Experimental results are shown in Table 2. It can be seen that the baseline IBCF algorithm is performing worst. And the reason for this worst performance is data sparsity. On the other side, the proposed CCN-Sum variant is giving best results in case of sparse datasets, and it is comparable to the SLIM algorithm in terms of HR value.
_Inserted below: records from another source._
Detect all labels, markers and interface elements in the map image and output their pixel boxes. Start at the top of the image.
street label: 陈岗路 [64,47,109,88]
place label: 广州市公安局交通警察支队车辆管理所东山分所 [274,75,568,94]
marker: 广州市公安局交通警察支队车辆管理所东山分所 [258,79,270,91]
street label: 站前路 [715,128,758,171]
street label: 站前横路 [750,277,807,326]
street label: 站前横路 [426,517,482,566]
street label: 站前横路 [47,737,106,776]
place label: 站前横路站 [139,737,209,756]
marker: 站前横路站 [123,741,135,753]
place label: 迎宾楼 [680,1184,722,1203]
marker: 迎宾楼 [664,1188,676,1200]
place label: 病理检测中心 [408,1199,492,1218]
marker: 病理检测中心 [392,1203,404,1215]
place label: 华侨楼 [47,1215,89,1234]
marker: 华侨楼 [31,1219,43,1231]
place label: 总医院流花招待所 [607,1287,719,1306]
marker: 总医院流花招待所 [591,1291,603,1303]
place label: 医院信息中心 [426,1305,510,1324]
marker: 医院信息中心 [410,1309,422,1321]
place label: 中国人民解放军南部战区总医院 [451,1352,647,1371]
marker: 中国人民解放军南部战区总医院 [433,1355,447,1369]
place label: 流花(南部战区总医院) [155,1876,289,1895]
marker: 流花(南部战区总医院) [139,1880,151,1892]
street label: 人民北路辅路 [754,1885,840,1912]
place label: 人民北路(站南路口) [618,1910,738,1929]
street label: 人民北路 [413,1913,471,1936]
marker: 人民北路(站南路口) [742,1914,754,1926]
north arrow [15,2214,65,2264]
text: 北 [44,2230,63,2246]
Table 2 Experimental results on book-crossing rating dataset

A detailed comparative analysis of proposed CCN framework variants with SLIM and IBCF can be seen in Fig. 2. Further, it is important to note that the proposed CCN-Sum variant works best only in case of sparse datasets. In case of dense dataset, number of co-cluster neighborhoods to the obtained smallest co-cluster would be very large and that will negatively impact the recommendation performance. It will bias towards the most frequently occurring items in neighbors and this will limit diversification in recommendations. In such cases of dense datasets, we expect CCN-Max to score best.

Fig. 2
figure 2

A comparative analysis of proposed CCN framework variants with SLIM and IBCF

6 Conclusion

In this research work, a novel CF technique based on co-clustering neighborhood (CCN) framework is proposed. The technique has been tested on top-m recommendation task and is specifically built for explicit rating datasets. The ranking process utilized in the top-m recommendation task is focused on co-clustering neighborhood of the smallest co-cluster associated with the target user to obtain local or conditional similarity value and combined it with global similarity index value. The resultant co-clusters were optimized using formal concept analysis. In this research work, three variants of the proposed technique CCN-Sum, CCN-Mean and CCN-Max are compared with SLIM and IBCF techniques. CCN-Sum found to be outperforming all other techniques with HR value of 8.35 and MRHV value of 3.58. The proposed work can be utilized in a wide area of applications where the recommender systems are being used.